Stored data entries
=== Begin Enclosure ===
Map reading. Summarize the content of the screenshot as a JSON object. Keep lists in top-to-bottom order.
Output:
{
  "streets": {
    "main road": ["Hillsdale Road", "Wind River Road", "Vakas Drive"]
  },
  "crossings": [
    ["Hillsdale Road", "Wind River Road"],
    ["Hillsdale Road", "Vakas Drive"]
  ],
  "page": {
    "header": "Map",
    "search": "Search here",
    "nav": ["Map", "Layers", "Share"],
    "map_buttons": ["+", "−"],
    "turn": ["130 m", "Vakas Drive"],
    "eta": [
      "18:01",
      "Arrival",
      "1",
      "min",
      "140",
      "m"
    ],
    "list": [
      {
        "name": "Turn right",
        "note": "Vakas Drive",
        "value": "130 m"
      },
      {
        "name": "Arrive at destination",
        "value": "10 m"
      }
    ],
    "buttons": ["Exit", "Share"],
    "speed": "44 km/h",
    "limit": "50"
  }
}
=== End Enclosure ===
§ **Exercise directions**: What is wanted is every line above, written out exactly.

§ **Response**:
Map reading. Summarize the content of the screenshot as a JSON object. Keep lists in top-to-bottom order.
Output:
{
  "streets": {
    "main road": ["Hillsdale Road", "Wind River Road", "Vakas Drive"]
  },
  "crossings": [
    ["Hillsdale Road", "Wind River Road"],
    ["Hillsdale Road", "Vakas Drive"]
  ],
  "page": {
    "header": "Map",
    "search": "Search here",
    "nav": ["Map", "Layers", "Share"],
    "map_buttons": ["+", "−"],
    "turn": ["130 m", "Vakas Drive"],
    "eta": [
      "18:01",
      "Arrival",
      "1",
      "min",
      "140",
      "m"
    ],
    "list": [
      {
        "name": "Turn right",
        "note": "Vakas Drive",
        "value": "130 m"
      },
      {
        "name": "Arrive at destination",
        "value": "10 m"
      }
    ],
    "buttons": ["Exit", "Share"],
    "speed": "44 km/h",
    "limit": "50"
  }
}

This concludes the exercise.